Navegando pela internet há alguns dias, deparei-me com uma postagem no mínimo curiosa: as religiões dos presidentes da República, desde o primeiro até o atual, Luiz Inácio Lula da Silva. Como era de se esperar, salvo algumas exceções, como Café Filho e Ernesto Geisel — ambos protestantes —, a maioria era católica. Fernando Henrique Cardoso, por sua vez, é agnóstico. Não está em discussão aqui se eles eram realmente católicos praticantes, mas algo muito mais profundo: a religião é realmente importante para um líder de uma nação?
E por que, depois de várias décadas, em pleno século XXI, estamos voltando a discutir esse assunto? Sabemos que acreditar ou não na existência de Deus não torna ninguém automaticamente melhor. Pelo contrário: uma pessoa religiosa também pode reproduzir preconceitos e intolerância em relação a outras religiões — ainda mais quando se leva em conta o perfil supremacista presente em alguns grupos e correntes religiosas. É impopular dizer isso, mas é uma realidade que muitas vezes deixamos passar batida.

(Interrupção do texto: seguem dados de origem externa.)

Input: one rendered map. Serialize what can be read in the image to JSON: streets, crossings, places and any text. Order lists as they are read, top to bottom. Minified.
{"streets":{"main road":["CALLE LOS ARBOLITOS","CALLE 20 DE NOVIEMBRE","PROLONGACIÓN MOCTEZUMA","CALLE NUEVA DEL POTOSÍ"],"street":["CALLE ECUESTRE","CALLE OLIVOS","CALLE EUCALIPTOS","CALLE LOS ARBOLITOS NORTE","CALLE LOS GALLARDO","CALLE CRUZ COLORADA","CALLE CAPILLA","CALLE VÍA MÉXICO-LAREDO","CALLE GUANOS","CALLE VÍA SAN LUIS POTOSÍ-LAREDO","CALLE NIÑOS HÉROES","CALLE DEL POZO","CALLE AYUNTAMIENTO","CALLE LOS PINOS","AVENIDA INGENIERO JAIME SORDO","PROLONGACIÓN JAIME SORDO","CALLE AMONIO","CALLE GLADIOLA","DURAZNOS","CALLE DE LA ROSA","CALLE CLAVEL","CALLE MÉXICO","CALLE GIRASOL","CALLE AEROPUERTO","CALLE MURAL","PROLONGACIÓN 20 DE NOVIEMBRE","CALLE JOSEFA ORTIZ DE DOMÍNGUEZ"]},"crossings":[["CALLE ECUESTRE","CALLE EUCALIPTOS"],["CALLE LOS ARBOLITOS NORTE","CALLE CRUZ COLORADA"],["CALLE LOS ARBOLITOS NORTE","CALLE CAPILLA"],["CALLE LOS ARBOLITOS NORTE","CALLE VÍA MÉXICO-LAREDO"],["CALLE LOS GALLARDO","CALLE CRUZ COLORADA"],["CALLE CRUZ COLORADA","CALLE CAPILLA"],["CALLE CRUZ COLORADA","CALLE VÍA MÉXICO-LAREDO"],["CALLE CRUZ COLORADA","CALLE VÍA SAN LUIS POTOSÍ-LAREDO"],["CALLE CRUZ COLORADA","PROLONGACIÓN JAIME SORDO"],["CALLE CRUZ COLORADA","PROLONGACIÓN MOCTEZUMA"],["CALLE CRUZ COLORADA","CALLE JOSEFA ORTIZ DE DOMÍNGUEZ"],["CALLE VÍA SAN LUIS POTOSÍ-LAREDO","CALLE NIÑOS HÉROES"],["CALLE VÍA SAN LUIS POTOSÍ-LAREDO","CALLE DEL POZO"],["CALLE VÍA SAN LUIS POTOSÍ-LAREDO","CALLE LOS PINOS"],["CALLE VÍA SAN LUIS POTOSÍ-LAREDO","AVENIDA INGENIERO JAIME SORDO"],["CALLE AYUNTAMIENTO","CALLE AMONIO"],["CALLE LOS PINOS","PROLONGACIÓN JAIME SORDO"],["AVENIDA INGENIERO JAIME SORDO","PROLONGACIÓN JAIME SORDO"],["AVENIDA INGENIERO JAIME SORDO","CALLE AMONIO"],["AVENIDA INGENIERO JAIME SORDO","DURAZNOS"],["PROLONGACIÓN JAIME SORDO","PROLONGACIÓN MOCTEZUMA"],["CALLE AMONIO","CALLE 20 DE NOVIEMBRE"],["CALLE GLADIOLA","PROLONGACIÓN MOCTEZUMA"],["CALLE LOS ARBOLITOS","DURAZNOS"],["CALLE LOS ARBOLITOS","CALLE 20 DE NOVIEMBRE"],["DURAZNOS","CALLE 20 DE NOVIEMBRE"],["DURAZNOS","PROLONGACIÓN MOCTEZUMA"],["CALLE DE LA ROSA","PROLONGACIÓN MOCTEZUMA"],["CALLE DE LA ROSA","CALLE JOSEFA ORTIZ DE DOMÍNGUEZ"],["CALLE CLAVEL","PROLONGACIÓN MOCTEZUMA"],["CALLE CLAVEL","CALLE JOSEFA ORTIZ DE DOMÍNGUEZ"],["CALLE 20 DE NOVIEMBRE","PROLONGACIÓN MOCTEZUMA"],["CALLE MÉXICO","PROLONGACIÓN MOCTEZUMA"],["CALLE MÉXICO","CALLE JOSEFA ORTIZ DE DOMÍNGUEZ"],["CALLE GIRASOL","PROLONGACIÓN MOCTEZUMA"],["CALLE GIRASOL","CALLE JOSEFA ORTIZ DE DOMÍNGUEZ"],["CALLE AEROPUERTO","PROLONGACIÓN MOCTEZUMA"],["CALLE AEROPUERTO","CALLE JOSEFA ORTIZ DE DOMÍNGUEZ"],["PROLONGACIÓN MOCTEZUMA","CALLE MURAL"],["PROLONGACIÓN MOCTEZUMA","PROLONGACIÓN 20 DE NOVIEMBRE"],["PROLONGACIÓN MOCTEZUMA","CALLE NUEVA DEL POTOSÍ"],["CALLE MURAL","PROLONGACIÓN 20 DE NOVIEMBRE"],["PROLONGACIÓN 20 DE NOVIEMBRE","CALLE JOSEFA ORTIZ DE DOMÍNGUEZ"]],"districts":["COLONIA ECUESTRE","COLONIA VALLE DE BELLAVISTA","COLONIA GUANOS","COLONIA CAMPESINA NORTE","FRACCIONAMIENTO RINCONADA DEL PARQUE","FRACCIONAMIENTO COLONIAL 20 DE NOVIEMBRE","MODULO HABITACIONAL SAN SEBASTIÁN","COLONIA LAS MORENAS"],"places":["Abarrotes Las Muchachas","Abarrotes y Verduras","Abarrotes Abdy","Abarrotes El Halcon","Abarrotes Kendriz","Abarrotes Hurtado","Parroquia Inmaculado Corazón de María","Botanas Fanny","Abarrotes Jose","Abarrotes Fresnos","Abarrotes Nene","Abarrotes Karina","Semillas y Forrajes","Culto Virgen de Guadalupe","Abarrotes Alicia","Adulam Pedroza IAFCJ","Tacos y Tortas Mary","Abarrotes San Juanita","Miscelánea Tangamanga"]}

É fato conhecido que a predominância do catolicismo na sociedade brasileira do século XIX, quando a religião católica era oficialmente vinculada ao Estado, fez com que os negros escravizados lançassem mão do sincretismo religioso e de diferentes estratégias para preservar e praticar suas próprias crenças. Não está em debate aqui se o catolicismo está “certo” ou “errado”. O que está em discussão é a genuína importância de trazer a questão religiosa para o debate eleitoral — tema que ganhou ainda mais força na campanha do ex-presidente Jair Bolsonaro, em 2018, e que continua presente no cenário político, especialmente após a pandemia de covid-19.
É importante trazer esse tema para o debate. Isso porque ser religioso ou não ser religioso, por si só, não torna ninguém moralmente melhor. E, muitas vezes, o fator religioso vem sendo levado em conta até mais do que as propostas concretas apresentadas por cada candidato.
A impressão que temos é de que o discurso religioso, que parecia ter perdido espaço no debate político no fim do século passado, ganhou novas cores e uma nova face, principalmente após os atentados de 11 de setembro de 2001, nos Estados Unidos. Em 2026, estamos às vésperas dos 25 anos daqueles ataques, que também contribuíram para recolocar o extremismo religioso no centro das discussões políticas e sociais em diversas partes do mundo.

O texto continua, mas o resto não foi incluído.